April 02, 2009
Raises for managers?
While Governor David Paterson is threatening union employees with layoffs if they don't agree to a pay freeze, he has not exercised his unilateral power to rescind scheduled raises for 10,700 management/confidential employees, costing the state $20 million a year.
As recently as last week, the Paterson administration issued a budget bulletin informing agencies of the scheduled 3 percent pay raises, performance advances, merit awards and longevity payments for nonunionized M/C employees. It reminds commissioners they have discretion to be selective in granting merit raises.
The bulletin, dated March 25, came one day after the governor threatened public employee unions with 8,900 job cuts if they refuse to forgo a scheduled 3 percent raise and agree to a one-week lag in their salaries. The unions have not budged. Their members will get their scheduled April 1 raises for now.

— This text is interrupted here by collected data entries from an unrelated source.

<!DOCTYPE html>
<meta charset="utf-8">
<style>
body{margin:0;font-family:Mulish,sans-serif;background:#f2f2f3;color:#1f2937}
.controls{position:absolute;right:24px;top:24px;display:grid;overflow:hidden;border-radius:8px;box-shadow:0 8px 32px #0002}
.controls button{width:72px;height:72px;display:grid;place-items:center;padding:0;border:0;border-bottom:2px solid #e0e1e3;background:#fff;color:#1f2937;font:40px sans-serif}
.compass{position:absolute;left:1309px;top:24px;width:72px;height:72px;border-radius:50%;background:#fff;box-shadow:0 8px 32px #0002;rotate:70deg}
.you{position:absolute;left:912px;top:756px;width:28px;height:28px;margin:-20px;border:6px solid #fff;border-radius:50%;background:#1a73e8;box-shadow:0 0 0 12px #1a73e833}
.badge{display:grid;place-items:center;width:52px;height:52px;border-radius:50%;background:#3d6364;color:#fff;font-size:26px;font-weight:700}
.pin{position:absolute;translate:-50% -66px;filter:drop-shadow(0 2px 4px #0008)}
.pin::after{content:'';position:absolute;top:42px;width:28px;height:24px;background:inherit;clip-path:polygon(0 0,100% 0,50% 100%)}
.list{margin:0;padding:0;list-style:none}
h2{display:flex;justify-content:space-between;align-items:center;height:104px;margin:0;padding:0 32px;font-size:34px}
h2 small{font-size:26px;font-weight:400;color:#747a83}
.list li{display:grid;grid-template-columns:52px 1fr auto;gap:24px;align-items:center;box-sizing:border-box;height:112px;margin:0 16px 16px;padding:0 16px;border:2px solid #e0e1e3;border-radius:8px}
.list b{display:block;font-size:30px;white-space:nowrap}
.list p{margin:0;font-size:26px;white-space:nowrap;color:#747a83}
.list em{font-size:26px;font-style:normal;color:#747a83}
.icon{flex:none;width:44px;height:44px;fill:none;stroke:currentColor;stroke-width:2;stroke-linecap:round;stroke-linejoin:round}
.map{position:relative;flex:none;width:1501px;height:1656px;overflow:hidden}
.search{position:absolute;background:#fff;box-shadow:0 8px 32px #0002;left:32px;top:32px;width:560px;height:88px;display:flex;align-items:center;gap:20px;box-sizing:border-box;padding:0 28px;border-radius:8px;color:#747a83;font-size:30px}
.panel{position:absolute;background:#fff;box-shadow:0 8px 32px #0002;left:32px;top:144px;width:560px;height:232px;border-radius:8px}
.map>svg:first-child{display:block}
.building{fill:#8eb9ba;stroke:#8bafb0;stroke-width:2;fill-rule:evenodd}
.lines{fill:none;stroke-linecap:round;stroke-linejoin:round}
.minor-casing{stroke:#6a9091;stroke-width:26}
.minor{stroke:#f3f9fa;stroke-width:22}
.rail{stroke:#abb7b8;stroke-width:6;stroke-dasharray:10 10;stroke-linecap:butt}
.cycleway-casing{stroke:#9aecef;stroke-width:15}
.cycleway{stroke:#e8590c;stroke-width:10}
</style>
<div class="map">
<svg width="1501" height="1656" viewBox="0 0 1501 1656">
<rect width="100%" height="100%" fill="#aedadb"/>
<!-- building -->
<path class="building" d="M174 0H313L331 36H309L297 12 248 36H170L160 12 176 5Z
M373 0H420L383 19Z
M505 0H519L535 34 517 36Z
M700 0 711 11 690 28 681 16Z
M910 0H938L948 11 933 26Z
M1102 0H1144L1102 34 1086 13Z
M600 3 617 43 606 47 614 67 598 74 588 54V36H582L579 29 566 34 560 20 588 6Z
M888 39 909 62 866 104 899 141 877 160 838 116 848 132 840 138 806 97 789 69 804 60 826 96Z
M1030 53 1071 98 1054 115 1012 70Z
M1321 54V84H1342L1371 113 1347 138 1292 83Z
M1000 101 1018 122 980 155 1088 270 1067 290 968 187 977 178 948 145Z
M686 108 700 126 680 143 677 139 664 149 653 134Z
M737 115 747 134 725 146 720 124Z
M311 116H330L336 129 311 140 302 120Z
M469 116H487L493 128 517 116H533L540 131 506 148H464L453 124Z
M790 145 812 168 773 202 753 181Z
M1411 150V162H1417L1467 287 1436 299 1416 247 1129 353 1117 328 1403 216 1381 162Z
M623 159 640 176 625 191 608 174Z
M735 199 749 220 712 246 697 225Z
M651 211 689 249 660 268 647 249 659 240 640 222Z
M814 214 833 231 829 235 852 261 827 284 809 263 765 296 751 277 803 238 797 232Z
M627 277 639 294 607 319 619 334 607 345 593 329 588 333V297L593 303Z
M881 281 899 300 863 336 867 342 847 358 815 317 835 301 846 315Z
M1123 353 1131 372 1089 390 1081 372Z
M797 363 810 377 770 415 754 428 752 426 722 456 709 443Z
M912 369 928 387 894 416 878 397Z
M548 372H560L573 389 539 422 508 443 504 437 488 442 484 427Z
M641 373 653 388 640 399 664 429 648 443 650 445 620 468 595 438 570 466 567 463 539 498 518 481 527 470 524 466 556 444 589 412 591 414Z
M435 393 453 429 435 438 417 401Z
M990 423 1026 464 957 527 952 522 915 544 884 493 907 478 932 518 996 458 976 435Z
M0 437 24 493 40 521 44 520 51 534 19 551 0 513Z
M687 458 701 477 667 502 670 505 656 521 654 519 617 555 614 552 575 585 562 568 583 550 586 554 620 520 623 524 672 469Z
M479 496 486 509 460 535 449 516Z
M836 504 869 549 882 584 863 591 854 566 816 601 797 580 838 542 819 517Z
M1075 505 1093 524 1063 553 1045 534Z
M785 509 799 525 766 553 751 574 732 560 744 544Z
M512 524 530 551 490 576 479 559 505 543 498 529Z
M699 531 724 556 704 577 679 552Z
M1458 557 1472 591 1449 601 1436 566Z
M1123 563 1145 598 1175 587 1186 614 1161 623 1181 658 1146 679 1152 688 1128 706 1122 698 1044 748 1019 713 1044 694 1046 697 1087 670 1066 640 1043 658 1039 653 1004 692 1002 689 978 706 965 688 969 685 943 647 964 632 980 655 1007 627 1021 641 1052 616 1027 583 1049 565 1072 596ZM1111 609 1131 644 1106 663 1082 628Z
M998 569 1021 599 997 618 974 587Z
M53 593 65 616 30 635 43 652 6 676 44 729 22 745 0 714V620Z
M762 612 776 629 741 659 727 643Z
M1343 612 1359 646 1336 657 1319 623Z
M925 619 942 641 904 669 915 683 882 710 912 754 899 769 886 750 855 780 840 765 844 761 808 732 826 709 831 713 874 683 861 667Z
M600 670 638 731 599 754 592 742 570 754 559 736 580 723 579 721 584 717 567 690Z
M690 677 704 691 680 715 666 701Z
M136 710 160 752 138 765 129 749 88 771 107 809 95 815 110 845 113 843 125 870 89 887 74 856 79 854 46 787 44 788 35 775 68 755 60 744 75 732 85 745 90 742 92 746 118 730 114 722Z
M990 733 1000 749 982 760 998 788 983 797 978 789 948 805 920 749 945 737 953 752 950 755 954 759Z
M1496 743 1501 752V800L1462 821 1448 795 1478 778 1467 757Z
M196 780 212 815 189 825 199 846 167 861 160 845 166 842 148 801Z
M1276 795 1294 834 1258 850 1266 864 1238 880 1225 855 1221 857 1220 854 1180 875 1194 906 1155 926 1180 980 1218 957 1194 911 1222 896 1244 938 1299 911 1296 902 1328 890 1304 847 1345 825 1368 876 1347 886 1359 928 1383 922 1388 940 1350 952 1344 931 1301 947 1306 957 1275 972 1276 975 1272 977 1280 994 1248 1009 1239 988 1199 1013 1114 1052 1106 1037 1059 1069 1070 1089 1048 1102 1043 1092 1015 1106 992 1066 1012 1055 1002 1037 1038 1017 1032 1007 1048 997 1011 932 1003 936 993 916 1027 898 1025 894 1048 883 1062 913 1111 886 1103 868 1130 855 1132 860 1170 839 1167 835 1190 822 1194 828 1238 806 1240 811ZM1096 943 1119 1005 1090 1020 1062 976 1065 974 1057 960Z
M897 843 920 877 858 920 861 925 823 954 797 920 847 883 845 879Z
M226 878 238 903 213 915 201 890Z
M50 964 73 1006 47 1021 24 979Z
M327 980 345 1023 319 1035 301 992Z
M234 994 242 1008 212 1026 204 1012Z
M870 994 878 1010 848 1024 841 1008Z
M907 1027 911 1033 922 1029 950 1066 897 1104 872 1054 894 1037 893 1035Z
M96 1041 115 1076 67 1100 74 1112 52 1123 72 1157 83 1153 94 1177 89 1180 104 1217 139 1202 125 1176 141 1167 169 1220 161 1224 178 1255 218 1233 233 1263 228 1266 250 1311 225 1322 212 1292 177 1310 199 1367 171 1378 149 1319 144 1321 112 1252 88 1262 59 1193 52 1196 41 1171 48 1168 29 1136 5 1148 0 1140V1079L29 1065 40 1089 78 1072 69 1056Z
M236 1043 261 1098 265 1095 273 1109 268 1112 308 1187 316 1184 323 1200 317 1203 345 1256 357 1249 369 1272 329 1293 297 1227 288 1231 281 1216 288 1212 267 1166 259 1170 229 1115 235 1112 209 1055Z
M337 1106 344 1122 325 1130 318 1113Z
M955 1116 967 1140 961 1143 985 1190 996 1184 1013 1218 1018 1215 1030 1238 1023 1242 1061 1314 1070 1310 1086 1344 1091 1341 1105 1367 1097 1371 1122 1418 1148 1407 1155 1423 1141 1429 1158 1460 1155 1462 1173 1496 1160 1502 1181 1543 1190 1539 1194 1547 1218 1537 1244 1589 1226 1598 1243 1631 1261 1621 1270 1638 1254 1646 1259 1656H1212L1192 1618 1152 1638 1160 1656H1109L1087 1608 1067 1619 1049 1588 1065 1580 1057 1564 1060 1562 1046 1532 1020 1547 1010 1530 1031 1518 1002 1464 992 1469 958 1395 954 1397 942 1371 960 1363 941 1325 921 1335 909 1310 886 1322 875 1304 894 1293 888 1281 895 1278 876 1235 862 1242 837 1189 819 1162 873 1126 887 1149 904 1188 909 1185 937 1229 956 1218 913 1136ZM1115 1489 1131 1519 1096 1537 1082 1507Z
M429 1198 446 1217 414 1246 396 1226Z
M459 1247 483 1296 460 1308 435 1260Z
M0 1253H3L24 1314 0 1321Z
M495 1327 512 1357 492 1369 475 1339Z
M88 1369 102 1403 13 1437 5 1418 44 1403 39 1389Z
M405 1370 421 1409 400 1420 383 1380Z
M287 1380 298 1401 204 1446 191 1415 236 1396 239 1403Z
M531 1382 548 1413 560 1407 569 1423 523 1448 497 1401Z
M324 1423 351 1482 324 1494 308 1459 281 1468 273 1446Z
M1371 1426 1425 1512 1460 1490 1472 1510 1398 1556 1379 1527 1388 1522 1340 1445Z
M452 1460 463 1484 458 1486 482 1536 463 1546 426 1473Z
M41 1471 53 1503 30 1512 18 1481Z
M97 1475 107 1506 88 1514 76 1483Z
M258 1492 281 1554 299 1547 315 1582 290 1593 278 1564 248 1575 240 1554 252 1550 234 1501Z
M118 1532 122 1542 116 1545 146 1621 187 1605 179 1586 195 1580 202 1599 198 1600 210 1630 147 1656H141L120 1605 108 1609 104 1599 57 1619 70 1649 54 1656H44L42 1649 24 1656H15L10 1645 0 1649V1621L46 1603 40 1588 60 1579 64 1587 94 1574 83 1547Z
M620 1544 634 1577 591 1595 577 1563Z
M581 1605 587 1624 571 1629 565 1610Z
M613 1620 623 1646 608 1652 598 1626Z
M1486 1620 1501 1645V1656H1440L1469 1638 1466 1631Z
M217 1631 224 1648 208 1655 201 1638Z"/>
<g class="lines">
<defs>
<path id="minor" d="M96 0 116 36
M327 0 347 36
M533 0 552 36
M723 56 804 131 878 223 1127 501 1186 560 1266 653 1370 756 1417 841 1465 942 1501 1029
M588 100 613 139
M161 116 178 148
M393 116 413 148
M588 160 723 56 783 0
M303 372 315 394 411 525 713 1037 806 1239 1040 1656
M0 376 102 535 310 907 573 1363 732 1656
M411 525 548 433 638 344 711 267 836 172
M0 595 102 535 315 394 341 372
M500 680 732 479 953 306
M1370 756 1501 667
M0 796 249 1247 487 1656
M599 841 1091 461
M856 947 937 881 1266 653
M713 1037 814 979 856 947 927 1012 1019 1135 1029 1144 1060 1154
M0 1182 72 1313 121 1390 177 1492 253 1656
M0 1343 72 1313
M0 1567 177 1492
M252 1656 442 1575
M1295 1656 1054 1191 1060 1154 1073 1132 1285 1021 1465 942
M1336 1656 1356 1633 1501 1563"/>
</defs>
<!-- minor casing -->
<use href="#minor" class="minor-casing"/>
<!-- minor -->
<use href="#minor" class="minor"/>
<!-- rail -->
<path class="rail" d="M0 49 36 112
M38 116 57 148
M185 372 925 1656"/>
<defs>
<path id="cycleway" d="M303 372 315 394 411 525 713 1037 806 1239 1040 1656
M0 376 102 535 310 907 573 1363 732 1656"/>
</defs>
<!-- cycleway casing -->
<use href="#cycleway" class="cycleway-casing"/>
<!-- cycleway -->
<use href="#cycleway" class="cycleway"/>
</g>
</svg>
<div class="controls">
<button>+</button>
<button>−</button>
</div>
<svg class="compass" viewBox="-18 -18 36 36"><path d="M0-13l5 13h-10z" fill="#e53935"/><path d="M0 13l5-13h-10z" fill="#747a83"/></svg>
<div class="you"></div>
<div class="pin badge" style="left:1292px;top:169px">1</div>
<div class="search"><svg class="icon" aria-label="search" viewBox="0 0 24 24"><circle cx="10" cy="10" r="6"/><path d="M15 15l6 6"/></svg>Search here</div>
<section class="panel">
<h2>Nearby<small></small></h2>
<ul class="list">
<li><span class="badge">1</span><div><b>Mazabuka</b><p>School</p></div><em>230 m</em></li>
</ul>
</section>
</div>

Paterson, however, does not need the consent of management/confidential employees to cancel their April 1 raises.
In fact, the budget bulletin notes that under state law, he can deny the raises "to reduce State expenditures to acceptable levels."
Paterson has frozen salaries for his immediate staff, but continues to send mixed signals with the M/C raises.
If the M/C raises are approved, they would not appear in pay checks until the April 23 and 29 payroll periods. That means Paterson has some time to cancel them before then.